Let’s be honest: the Oscars are boring. Who really wants to sit through a stuffy, four-hour awards show just to watch the climax where some movie that no one had even heard of until it got nominated win Best Picture? The opening monologue is sometimes funny, but after that it’s just a long stretch of rich jerks patting each other on the back for a job well done.
As ratings continue to drop, the Academy of Motion Picture Arts and Sciences (“The Academy”) recently announced a bold decision in an attempt to appeal to a broader audience — they are adding an Academy Award for “achievement in a popular movie.” Despite not actually detailing any of the criteria for how a winner would be picked, they are basically trying to throw the movie-going public a bone by saying they’ll throw an Oscar statue at whatever popular movie didn’t suck the most over the last 12 months.
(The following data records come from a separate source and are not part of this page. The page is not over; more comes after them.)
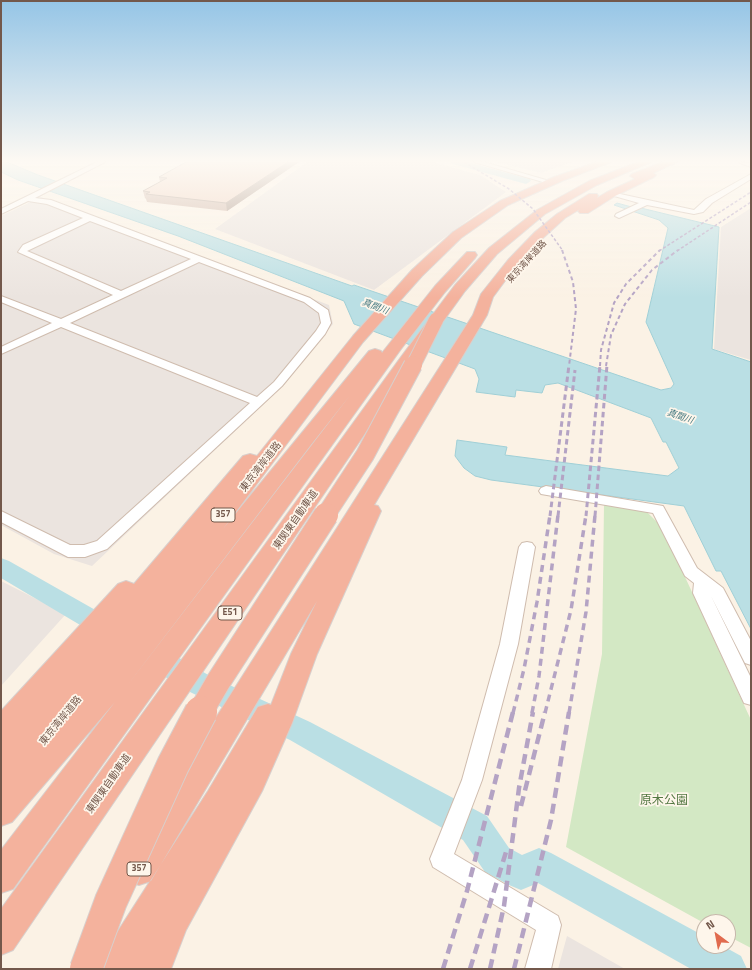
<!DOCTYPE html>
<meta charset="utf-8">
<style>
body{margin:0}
#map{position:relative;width:752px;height:970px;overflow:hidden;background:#fbf2e5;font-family:"Titillium Web",sans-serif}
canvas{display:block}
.frame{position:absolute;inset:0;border:2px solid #73584b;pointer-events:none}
.north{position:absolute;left:696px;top:914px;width:40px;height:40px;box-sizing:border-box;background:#fef6eb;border:1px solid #c6b7ab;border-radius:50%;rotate:328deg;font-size:11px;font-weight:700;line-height:16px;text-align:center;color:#73584b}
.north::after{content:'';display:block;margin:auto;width:14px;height:18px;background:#e16b4e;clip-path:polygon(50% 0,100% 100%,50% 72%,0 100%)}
</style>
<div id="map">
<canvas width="752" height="970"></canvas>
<div class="frame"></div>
<div class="north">N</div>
</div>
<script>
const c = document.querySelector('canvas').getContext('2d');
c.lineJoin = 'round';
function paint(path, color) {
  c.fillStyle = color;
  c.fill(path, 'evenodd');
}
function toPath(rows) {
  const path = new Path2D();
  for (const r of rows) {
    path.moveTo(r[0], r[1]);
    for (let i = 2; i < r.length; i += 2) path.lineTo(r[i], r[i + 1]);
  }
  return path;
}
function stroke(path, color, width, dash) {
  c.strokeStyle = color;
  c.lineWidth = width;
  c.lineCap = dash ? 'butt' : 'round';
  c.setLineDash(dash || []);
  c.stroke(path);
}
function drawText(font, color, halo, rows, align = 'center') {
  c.font = font + ' "Titillium Web","Noto Sans JP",sans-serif';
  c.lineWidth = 3.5;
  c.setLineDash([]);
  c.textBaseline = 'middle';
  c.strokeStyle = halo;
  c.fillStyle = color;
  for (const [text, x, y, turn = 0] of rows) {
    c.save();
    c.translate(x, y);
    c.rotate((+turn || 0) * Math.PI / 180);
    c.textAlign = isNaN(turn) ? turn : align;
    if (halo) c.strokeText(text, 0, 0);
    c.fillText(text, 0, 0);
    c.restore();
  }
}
const industrial = toPath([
 [307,162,433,162,480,175,506,192,374,290,215,229],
 [496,162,572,162,541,173],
 [41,197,329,305,333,324,284,385,92,566,54,554,1,525,1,216],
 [751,208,751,360,714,349,721,227],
 [1,581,66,614,1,686],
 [567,936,625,969,558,969]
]);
const green = toPath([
 [604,505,647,512,662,527,751,720,751,948,728,936,728,922,704,923,566,847,602,654]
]);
const water = toPath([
 [1,162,7,162,38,175,352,286,354,285,661,390,671,388,674,384,646,322,668,228,659,220,614,205,617,203,639,209,641,208,719,227,712,349,751,362,751,629,721,571,716,571,684,506,491,480,475,476,464,468,455,456,457,440,507,447,505,455,668,476,679,468,666,442,663,442,651,418,558,383,545,385,542,393,516,390,515,397,476,392,479,379,475,369,354,324,344,301,178,236,18,180,1,172,1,162]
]);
const river = toPath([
 [451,162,467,162,530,179,531,181,526,184,453,164,451,162],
 [1,558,9,561,120,624,124,631,120,638,111,641,102,638,1,578,1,558],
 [148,642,157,645,210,676,310,722,487,816,509,848,522,855,539,848,551,853,704,936,704,946,723,946,741,956,747,969,691,969,538,883,521,890,509,885,485,872,463,840,290,740,190,692,139,661,135,653,139,645,148,642]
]);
const minor = toPath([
 [97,162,105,162,35,198,51,200,310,298,328,310,331,323,325,334,282,386,107,549,85,557,68,557,1,522,1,511,70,545,84,545,97,541,250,403,61,327,1,354,1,347,52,323,1,302,1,296,61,319,113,295,18,252,23,245,83,218,47,204,28,201,1,214,1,209,97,162],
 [90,221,191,259,121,291,27,251,90,221],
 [199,262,304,302,319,313,321,323,316,331,274,382,257,397,70,323,199,262],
 [474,162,484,162,546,180,543,182,474,162],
 [739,162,751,163,751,167,740,163,739,162],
 [751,174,751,179,712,203,703,212,694,214,647,205,619,218,615,216,616,214,639,203,607,194,611,192,694,210,706,199,751,174],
 [546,486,663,506,697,568,723,588,751,641,751,665,745,663,711,596,751,678,751,705,744,703,693,593,694,583,685,576,653,513,541,494,539,491,541,488,546,486],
 [527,542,532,543,535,547,518,644,482,780,454,854,558,916,561,925,551,969,525,969,536,930,433,867,430,859,462,780,500,644,519,547,522,543,527,542]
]);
const highway = toPath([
 [597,162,611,162,562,181,508,205,461,238,422,276,363,342,223,529,369,351,375,349,381,351,382,353,435,286,467,252,475,252,477,255,475,258,445,292,401,349,13,889,1,893,1,850,115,702,12,822,1,826,1,711,118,584,126,581,134,584,243,456,250,454,257,456,353,336,412,270,453,232,500,201,554,177,597,162],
 [351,394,123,691,310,446,351,394],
 [638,162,651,162,597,185,545,214,497,254,465,291,413,363,13,950,1,955,1,909,401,357,455,285,489,248,537,210,589,181,638,162],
 [663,162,677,162,653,173,656,175,654,177,615,196,588,213,580,213,578,211,580,209,565,218,543,238,516,266,493,297,487,315,374,505,378,506,381,511,317,654,292,723,262,791,186,930,171,969,97,969,102,956,208,791,258,707,268,704,271,705,291,654,317,601,151,881,139,885,127,881,123,869,127,857,473,315,481,294,508,260,535,232,557,214,589,194,597,194,598,196,597,198,587,204,607,192,635,179,630,176,632,174,663,162]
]);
const railFar4 = toPath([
 [464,162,509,189,533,209,563,251],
 [659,251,751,192],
 [677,251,751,202]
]);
const railFar3 = toPath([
 [562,250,573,282,576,309,569,366],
 [600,366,601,350,614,303,626,284,660,250],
 [606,366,611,335,625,304,652,270,678,250]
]);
const railFar2 = toPath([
 [550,516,569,365],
 [558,516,575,370],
 [586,516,600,365],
 [595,516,607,365]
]);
const railFar1 = toPath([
 [513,713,524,669,537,602,550,515],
 [532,713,539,676,558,515],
 [545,713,571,610,586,515],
 [569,713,586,612,595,515]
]);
const rail = toPath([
 [521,806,545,712],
 [443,969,467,891,513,712],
 [470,969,506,852],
 [490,969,504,906,519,788,533,712],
 [514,969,551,820,569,712]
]);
const highwayBridgeFar3 = toPath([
 [413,366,436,320]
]);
const highwayBridgeFar2 = toPath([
 [325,516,365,455,413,365]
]);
const highwayBridgeFar1 = toPath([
 [200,713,218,682,326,515]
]);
const highwayBridge = toPath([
 [86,969,111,901,173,765,201,712]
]);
const wall = toPath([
 [299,162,227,211,147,202,146,199,145,198,143,191,160,182,159,177]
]);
const shadedWall = toPath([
 [288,162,299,162,227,211,226,203]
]);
const building = toPath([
 [186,162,288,162,226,203,146,194,150,192,143,191,167,178,159,177,186,162]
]);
const farStreetnames = [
 ["東京湾岸道路",527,262,-48]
];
const farWaternames = [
 ["真間川",375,307,21],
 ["真間川",680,417,19]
];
const shields = [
 [223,515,24],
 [230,613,24],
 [139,869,24]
];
const shieldNames = [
 ["357",223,515],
 ["E51",230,613],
 ["357",139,869]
];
const streetNames = [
 ["東京湾岸道路",261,467,-52],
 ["東関東自動車道",296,520,-55],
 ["東京湾岸道路",61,721,-51],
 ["東関東自動車道",109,784,-55]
];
const nearParknames = [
 ["原木公園",664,801]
];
paint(industrial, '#ebe4df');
paint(green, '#d3e8c4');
paint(water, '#badfe4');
stroke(water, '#a0cfd6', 1);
paint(river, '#badfe4');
stroke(minor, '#cfbcae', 2);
stroke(highway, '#d8d0cd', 2);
paint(minor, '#fff');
paint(highway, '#f4b29d');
stroke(railFar4, '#b4a3c4', 1.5, [3, 2]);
stroke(railFar3, '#b4a3c4', 2, [4, 3]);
stroke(railFar2, '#b4a3c4', 3, [5.5, 3.5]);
stroke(railFar1, '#b4a3c4', 3.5, [7, 5]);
stroke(rail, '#b4a3c4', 4.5, [10, 6]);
stroke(highwayBridgeFar3, '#d8d0cd', 16, []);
stroke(highwayBridgeFar2, '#d8d0cd', 20, []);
stroke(highwayBridgeFar1, '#d8d0cd', 26, []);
stroke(highwayBridge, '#d8d0cd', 34, []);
stroke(highwayBridgeFar3, '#f4b29d', 14);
stroke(highwayBridgeFar2, '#f4b29d', 18);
stroke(highwayBridgeFar1, '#f4b29d', 24);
stroke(highwayBridge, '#f4b29d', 32);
paint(wall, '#ceb3a3');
paint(shadedWall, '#a89284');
paint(building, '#f0d0bd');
stroke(building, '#a89284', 1);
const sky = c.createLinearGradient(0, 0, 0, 298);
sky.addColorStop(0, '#95c5e6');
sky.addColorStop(0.54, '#fdf9f3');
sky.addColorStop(1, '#fdf9f300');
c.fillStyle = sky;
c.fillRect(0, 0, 752, 298);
drawText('9px', '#73584b', '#fef6eb', farStreetnames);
drawText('italic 9px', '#42777f', '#fef6eb', farWaternames);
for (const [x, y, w] of shields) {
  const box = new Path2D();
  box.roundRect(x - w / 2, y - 7, w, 14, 3);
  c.fillStyle = '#fef6eb';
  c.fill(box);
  stroke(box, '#73584b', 1);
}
drawText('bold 9px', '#73584b', null, shieldNames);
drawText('10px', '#73584b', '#fef6eb', streetNames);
drawText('12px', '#547843', '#fef6eb', nearParknames);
</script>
Dubbed the “Popcorn Oscar,” this new category is an attempt to appease fans who (rightfully) felt like a movie such as The Dark Knight deserved more recognition, but was shunned by the Oscars because no movie featuring a comic book character could ever be truly taken seriously.
It remains to be seen whether the Popcorn Oscar will have any serious impact on helping the Academy Awards get some of their pop culture relevance back. But while we wait to find out, we started thinking about movies from that past that would have benefited from being eligible for this award. Our criteria for these hypothetical awards are as follows:
-The movie can’t have already won “real” Oscar awards, like Best Picture, Best Director, Best Screenplay, or any acting awards. That defeat the purpose
-Was the movie popular? Box office numbers are an easy way to judge this (we’re using gross domestic numbers from BoxOfficeMojo for our calculations).
-Was the movie good? Aggregate ratings sites like Metacritic or Rotten Tomatoes will suffice here.
If the answer is yes to both, then a retroactive Popcorn Oscar is coming to these movies!
1990
We weren’t sure how far to go back, but 1990 seemed far enough. Some of the top box office draws that year actually did get Oscar attention, as both Ghost (No. 2 that year, with $217M) and Dances With Wolves (No. 3 with $184M) were nominated for a handful of Academy Awards, with the latter actually taking home seven golden statues that year. Even the fourth ranked Pretty Woman (No. 4 with $179M) picked up a Best Actress nod for Julia Roberts.
So which movies are left that qualify as both popular and good? We think the nominees would have been the now-classic Home Alone, Tom Cruise’s NASCAR adventure Days of Thunder, and the conclusion of one of the best sci-fi trilogies of all-time, Back to the Future III.
Much like the final Lord of the Rings film would eventually win a Best Picture award that was probably a result of the culmination of three epic fantasy films, we think Back to the Future III would have taken home the Popcorn Oscar back in 1990. It grossed $87 million at box office (good for 11th place on the year) and is universally loved for its Western-styled conclusion to Marty McFly and Doc Brown’s meddling adventures with time travel.